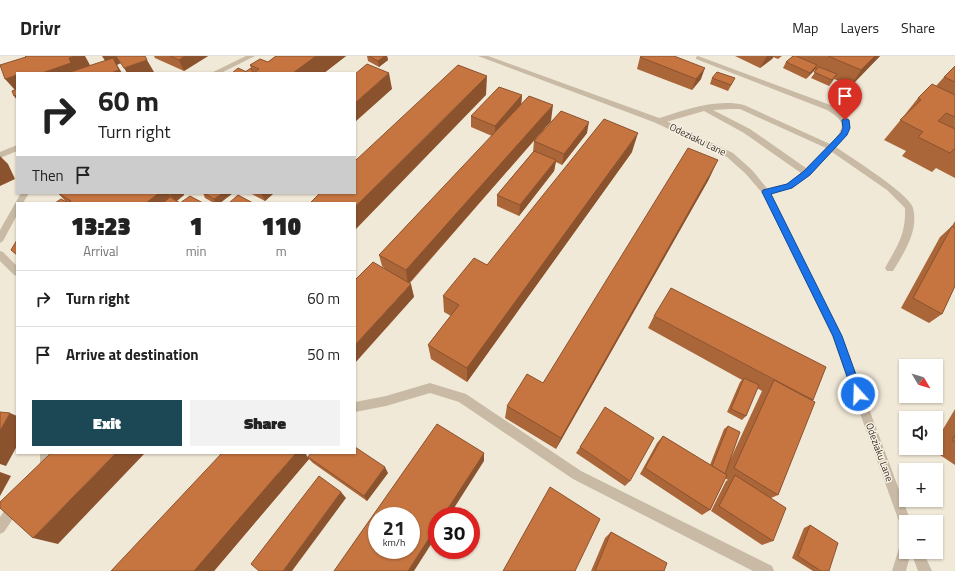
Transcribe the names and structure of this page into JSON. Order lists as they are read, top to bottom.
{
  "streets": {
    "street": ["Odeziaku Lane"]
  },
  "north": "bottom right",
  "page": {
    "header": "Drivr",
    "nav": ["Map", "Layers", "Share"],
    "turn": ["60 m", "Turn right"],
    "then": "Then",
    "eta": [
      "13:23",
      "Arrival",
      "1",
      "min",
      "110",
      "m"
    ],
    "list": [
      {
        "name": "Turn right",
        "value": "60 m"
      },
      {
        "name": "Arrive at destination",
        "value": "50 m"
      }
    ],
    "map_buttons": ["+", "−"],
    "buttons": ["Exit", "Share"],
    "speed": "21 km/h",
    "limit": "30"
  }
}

::::

[TASK DIRECTIONS]
From the first line to the last, repeat the records above exactly, leaving out the pictures.

[RESULT FOR THIS EXERCISE]
Transcribe the names and structure of this page into JSON. Order lists as they are read, top to bottom.
{
  "streets": {
    "street": ["Odeziaku Lane"]
  },
  "north": "bottom right",
  "page": {
    "header": "Drivr",
    "nav": ["Map", "Layers", "Share"],
    "turn": ["60 m", "Turn right"],
    "then": "Then",
    "eta": [
      "13:23",
      "Arrival",
      "1",
      "min",
      "110",
      "m"
    ],
    "list": [
      {
        "name": "Turn right",
        "value": "60 m"
      },
      {
        "name": "Arrive at destination",
        "value": "50 m"
      }
    ],
    "map_buttons": ["+", "−"],
    "buttons": ["Exit", "Share"],
    "speed": "21 km/h",
    "limit": "30"
  }
}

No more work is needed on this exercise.